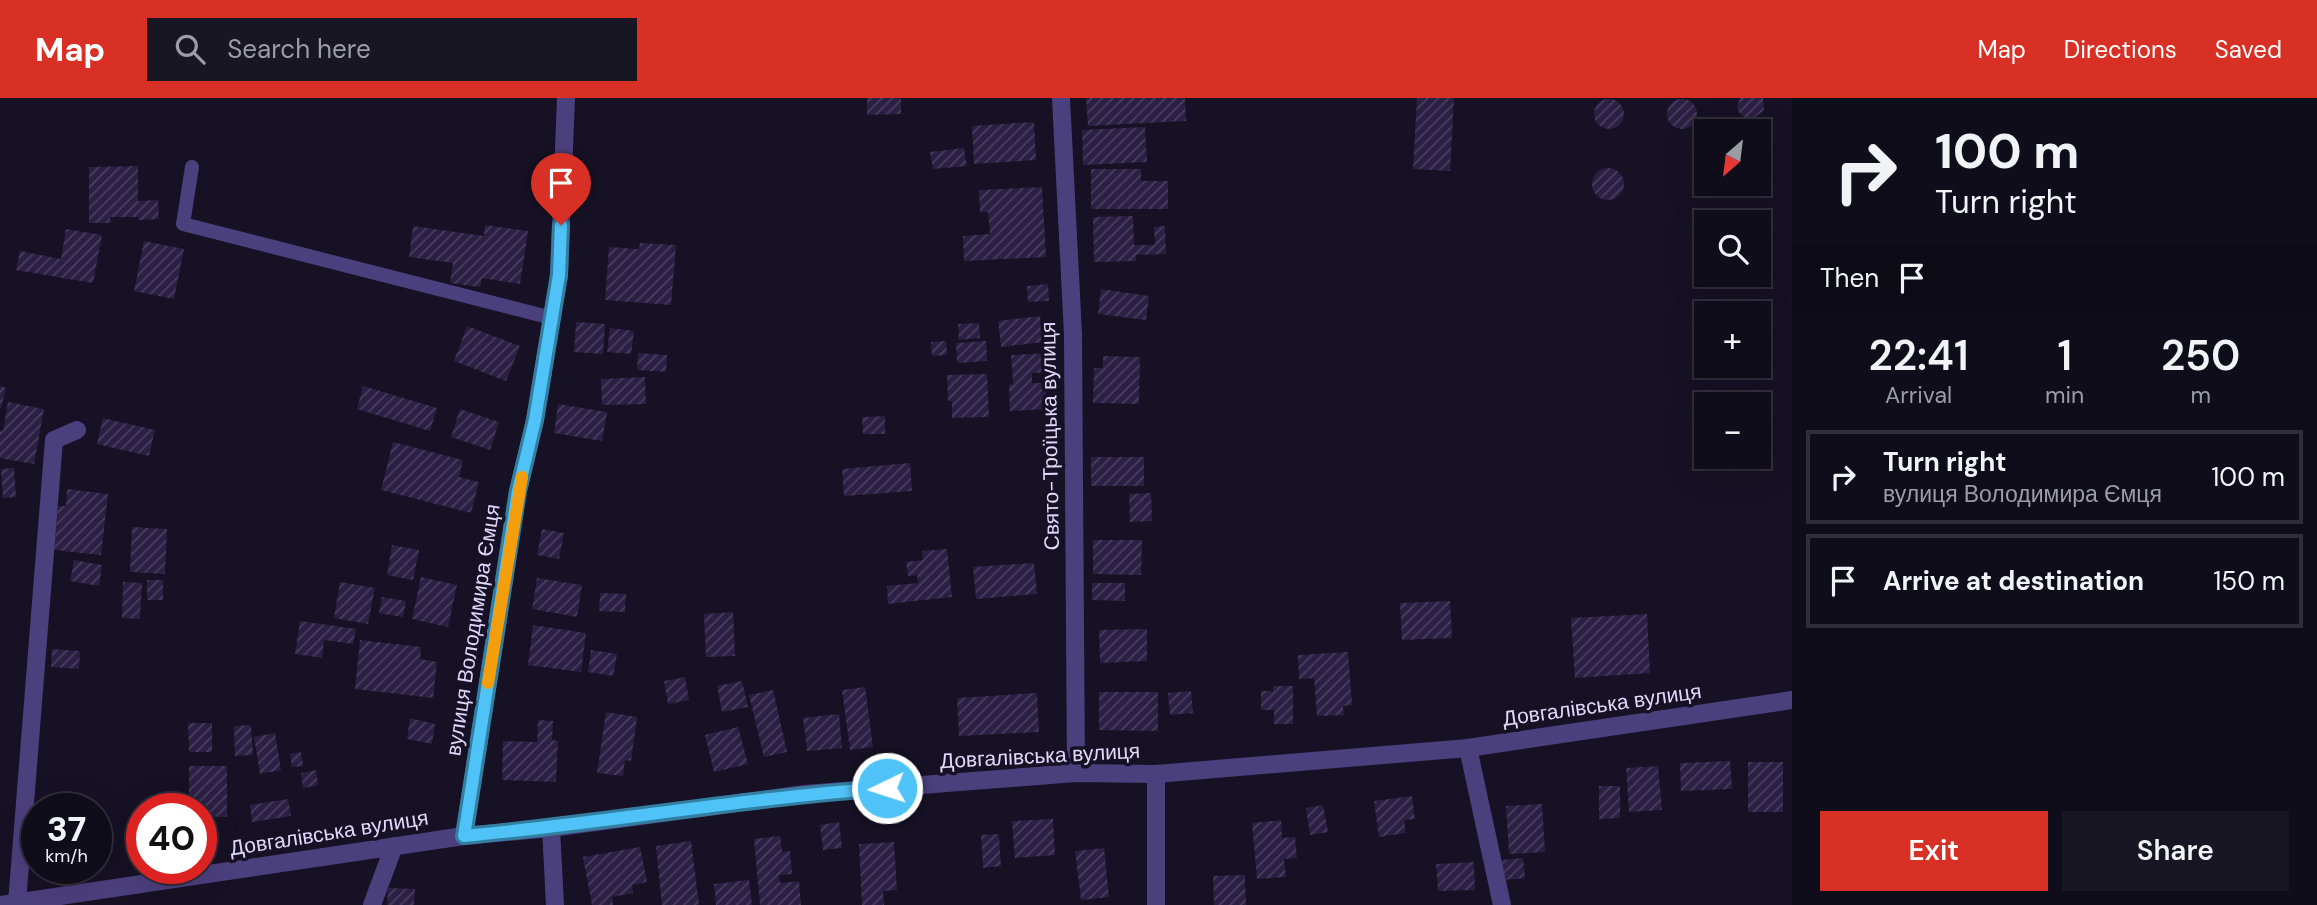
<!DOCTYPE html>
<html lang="en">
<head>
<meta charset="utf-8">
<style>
  body { margin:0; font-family:"DM Sans",sans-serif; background:#191624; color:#f1f3f6; height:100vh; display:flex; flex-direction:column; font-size:26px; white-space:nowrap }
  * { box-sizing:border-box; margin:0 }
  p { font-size:23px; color:#9c9ca3 }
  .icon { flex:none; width:38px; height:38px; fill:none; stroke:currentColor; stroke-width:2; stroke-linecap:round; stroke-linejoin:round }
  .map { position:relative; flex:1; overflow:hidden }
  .side { display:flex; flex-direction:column; background:#100d1b; width:525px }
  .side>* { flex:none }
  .top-card { background:#100d1b; color:#f1f3f6; overflow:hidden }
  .needle { width:46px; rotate:208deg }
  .tools { position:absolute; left:1694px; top:21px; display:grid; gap:14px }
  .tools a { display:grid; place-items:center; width:77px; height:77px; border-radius:0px; background:#100d1b; box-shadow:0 7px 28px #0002,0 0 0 2px #302d3a; font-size:35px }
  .speed { position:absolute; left:21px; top:695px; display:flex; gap:14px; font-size:35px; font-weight:700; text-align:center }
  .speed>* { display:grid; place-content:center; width:91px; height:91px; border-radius:50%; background:#100d1b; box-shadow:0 7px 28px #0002,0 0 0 2px #302d3a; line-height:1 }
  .speed small { font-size:18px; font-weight:400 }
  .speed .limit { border:10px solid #d22; background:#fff; color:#111 }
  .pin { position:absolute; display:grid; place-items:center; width:60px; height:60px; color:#fff; margin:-72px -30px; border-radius:50% 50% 50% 0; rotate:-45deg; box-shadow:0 0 7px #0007 }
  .pin .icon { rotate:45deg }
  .me { position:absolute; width:77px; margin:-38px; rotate:266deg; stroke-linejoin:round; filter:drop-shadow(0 0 5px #0008) }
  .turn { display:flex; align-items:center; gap:24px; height:147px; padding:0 28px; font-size:32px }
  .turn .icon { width:91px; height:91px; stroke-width:2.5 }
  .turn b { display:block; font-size:49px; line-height:60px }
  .then { display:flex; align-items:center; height:66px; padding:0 28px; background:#0003; gap:14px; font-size:26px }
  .eta { display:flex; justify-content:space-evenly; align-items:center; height:119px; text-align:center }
  .eta b { font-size:42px; font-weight:600; line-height:49px }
  .cta { display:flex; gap:14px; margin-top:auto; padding:14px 28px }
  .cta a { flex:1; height:80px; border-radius:0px; background:#d93025; color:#fff; font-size:28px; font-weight:600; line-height:80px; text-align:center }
  .cta a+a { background:#191624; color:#f1f3f6 }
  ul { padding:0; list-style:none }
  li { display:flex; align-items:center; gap:21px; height:94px; margin:0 14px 10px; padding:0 14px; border:4px solid #302d3a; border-radius:0px }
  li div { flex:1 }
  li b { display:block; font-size:26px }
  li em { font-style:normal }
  header { display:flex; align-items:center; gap:42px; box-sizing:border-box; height:98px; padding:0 35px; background:#d93025; color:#fff }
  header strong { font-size:33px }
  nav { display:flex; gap:38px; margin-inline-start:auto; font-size:24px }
  .search { width:490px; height:63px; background:#191624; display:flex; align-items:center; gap:18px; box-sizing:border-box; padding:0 24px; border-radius:0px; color:#9c9ca3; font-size:26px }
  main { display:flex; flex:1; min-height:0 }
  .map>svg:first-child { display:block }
  .building { fill:url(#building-hatch) }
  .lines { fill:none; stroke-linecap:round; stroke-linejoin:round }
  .service { stroke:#4b407e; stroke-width:14 }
  .minor { stroke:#4b407e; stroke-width:18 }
  .tertiary { stroke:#4b407e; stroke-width:18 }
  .route-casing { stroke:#337fa1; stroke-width:18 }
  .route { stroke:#4fc3f7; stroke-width:12 }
  .slow { stroke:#f59e0b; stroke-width:12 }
  .labels { text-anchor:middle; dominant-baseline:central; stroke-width:7; stroke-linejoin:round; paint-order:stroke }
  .street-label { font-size:21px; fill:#e0d7fb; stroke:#161124 }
</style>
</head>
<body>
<header>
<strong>Map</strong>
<div class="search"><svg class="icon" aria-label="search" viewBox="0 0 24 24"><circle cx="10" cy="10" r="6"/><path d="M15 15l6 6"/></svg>Search here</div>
<nav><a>Map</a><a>Directions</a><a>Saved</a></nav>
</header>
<main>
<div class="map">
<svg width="1792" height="807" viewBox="0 0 1792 807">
  <defs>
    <pattern id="building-hatch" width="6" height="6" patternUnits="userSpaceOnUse" patternTransform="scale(1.75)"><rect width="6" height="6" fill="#2b1f43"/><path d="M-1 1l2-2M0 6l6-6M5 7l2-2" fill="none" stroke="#493f5f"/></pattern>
  </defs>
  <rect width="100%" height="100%" fill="#161124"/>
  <path class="building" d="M867,0H901V16L867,17Z
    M1086,0H1185L1186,23L1088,28Z
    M1417,0H1454L1450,73L1413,71Z
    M1740,0H1763L1764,12L1753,21L1746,20L1740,16L1737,9Z
    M1594 16a15 15 0 1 1 30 0a15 15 0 1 1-30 0Z
    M1667 16a15 15 0 1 1 30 0a15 15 0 1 1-30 0Z
    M1034,24L1036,62L974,66L972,28Z
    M1145,29L1147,64L1083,67L1082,32Z
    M964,50L967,68L933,71L930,54Z
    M138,68V103L158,102L159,121L138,122V119H110L111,125H89V69Z
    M1592 86a16 16 0 1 1 32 0a16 16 0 1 1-32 0Z
    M1091,71H1141V83H1168V111H1091Z
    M1042,89L1046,159L964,163L963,138L990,136L988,114H980L979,92Z
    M1133,118L1134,147H1155L1154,129L1165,128L1166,156L1136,157V163L1094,164L1093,119Z
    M485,127L528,133L520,186L482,180L480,189L450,185L453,165L409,159L413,128L484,138Z
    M66,131L102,137L93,185L16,172L20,153L61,161Z
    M144,143L184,151L174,201L134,193Z
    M640,145L676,147L671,207L605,202L609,149L639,151Z
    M1048,186L1049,203L1028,204L1027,188Z
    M1101,191L1149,198L1146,222L1098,216Z
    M1040,218L1043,244L1001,249L998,223Z
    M576,224L605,226L603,256L574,254Z
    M979,225L980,240L959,242L958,226Z
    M467,228L520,248L506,283L454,263Z
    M610,230L634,233L631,256L607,254Z
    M946,243L947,257L932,258L931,244Z
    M986,243L987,263L957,265L956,245Z
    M638,255L667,257L666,274L637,272Z
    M1051,255L1052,274L1032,275V285H1046L1047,311L1010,313L1009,287L1013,286L1011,257Z
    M1103,258L1140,259L1139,306L1093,305L1094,270H1103Z
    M987,276L989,319L952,320V303H948L947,277Z
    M645,279L646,306L602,307L601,281Z
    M0,288L6,290L1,310H0Z
    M363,288L437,310L430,333L357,311Z
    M8,304L44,311L34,366L0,360V332L3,333Z
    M558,306L607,314L602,343L554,335Z
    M460,311L499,324L490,352L451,339Z
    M885,318V336H863L862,319Z
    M103,320L155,332L149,358L97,346Z
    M393,344L463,362L459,379L479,384L471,415L381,392Z
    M1091,359H1144V388H1091Z
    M910,365L912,393L844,398L842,371Z
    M14,370L16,399L3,400L1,371Z
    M67,391L108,396L101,457L54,452L58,408H66Z
    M1151,395L1152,423L1130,424L1129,396Z
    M132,429L167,431L165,476L130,474Z
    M542,431L564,435L559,461L537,457Z
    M1093,442H1142L1141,477L1093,476Z
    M392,447L419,452L413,482L387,477Z
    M947,451L952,499L888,506L887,488L918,485L917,477L908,478L906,464L923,462L922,453Z
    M74,462L102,467L99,488L70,483Z
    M1034,465L1037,496L976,501L973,469Z
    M421,479L457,487L448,529L412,521Z
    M537,480L582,487L577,519L532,511Z
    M147,482H163V502H147Z
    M123,484L142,485L140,521L122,520Z
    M340,484L375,490L368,526L334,520Z
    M1092,485H1125V503L1092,502Z
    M600,495L626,496L625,514L599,513Z
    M382,499L406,503L403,519L379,515Z
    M1450,503L1452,540L1402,542L1400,505Z
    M733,514L735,558L706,559L704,516Z
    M1647,516L1650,575L1575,580L1571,520Z
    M300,523L356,531L353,546L324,542L322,560L295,556Z
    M533,527L586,535L581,574L528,567Z
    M1147,531V563L1100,565L1099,532Z
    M360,542L421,549L420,561L437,564L433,600L355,591Z
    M52,551L80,553L79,571L51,569Z
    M591,552L617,556L613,578L588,574Z
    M1348,554L1352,607L1343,608L1344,617L1317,618L1314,580L1299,581L1298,557Z
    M685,579L689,602L668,606L664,583Z
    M742,583L748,609L722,614L717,588Z
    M1273,588H1293V626H1274V612H1261V593H1273Z
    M865,589L873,649L850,652L842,592Z
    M773,592L787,654L764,659L749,597Z
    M1191,593L1193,615L1170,617L1168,595Z
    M1099,594H1158V633L1099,632Z
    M1037,595L1039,634L959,638L957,600Z
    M606,614L637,619L631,663L625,662L623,678L597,675Z
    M839,616L842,650L807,653L803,620Z
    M410,620L435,626L432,646L407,641Z
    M538,622L553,623L552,642L558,643L556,684L502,682L503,643L537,644Z
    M188,625H212V654H189Z
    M251,627L253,657L235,658L234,628Z
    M738,629L748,666L714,674L705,637Z
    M275,635L281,672L260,676L254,639Z
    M301,654L303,668L292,669L290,656Z
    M1730,663L1732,691L1681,693L1680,665Z
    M1748,664H1783V714H1748Z
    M189,668H227V719L201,718V710H189Z
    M1658,668L1662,712L1629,714L1626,670Z
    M316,672L318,687L303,690L301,675Z
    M1599,688H1620V720L1599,721Z
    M1412,698L1415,721L1404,722L1406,735L1379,739L1374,703Z
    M288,701L291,718L252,724L250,707Z
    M1542,706L1545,754L1509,756L1506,708Z
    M1323,707L1328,734L1310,737L1306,710Z
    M1053,721L1055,757L1015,760L1012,723Z
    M1281,722L1282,740L1295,739L1297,760L1284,761L1286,779L1257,781L1252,725Z
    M839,724L842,750L823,752L820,727Z
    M999,736L1001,768L983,770L981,737Z
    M780,738L782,754L790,753L792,776L779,777L780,785L799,783L801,807H760L754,741Z
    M691,743L699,807H662L656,748Z
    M894,744L897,792L883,793L884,807H862L859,746Z
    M640,749L647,784L632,787L633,795L612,799L613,807H592L583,759Z
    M1104,750L1109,799L1081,802L1075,753Z
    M1523,760L1525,780L1504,782L1502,762Z
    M1474,764L1475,792L1438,793L1436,766Z
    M1245,777L1246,807H1214L1213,778Z
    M749,782L752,807H716L714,786Z
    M388,790L415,791L414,807H387Z"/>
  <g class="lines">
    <path class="service" d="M192,69L183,126L552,220"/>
    <path class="minor" d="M1061,0L1073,237L1076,675
      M1468,650L1502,807
      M1156,676V807
      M551,730L555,807
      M464,738L518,393L535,322L559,177L566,0
      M17,805L54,342L77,332"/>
    <path class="tertiary" d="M0,807L464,738L551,730L805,696L1076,675L1156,676L1468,650L1792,602
      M372,807L394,748"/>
  </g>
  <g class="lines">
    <g class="route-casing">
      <path id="route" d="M561,127L559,177L535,322L518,393L464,738C605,725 745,700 887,690"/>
    </g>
    <use href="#route" class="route"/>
    <path class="slow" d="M488,585L522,379"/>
  </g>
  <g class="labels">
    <g class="street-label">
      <text transform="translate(1050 338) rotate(-91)">Свято-Троїцька вулиця</text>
      <text transform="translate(473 532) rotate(-81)">вулиця Володимира Ємця</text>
      <text transform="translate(1602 607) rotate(-8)">Довгалівська вулиця</text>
      <text transform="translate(1040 658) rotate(-3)">Довгалівська вулиця</text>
      <text transform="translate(329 735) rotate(-9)">Довгалівська вулиця</text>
    </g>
  </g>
</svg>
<div class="tools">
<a><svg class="needle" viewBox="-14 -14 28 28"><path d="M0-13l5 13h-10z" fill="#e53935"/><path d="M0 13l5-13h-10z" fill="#9c9ca3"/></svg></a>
<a><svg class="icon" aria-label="search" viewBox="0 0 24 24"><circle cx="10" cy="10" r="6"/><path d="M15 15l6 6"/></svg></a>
<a>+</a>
<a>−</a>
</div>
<div class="speed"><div>37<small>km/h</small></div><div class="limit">40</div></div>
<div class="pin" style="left:561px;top:127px;background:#d93025"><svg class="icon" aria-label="arrive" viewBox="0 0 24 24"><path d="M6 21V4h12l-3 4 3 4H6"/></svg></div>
<svg class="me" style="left:887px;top:690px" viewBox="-20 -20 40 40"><circle r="17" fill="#4fc3f7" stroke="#fff" stroke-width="3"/><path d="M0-11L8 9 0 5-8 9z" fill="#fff"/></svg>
</div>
<section class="side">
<div class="top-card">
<div class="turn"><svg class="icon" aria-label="right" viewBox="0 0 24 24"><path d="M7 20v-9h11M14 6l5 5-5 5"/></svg><div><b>100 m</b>Turn right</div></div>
<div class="then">Then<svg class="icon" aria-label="arrive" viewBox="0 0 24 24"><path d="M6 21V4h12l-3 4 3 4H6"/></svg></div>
</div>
<div class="eta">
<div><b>22:41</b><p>Arrival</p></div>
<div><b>1</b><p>min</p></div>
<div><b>250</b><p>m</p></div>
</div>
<ul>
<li><svg class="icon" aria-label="right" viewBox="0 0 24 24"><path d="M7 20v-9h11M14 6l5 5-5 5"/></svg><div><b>Turn right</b><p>вулиця Володимира Ємця</p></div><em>100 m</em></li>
<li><svg class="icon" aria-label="arrive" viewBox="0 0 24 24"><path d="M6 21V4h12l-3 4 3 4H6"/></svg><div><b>Arrive at destination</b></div><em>150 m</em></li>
</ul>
<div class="cta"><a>Exit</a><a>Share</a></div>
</section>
</main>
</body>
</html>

● ASSIGNED TASK:
How many lines in the data contain "overflow"? Answer with the number alone.

● REPLY:
2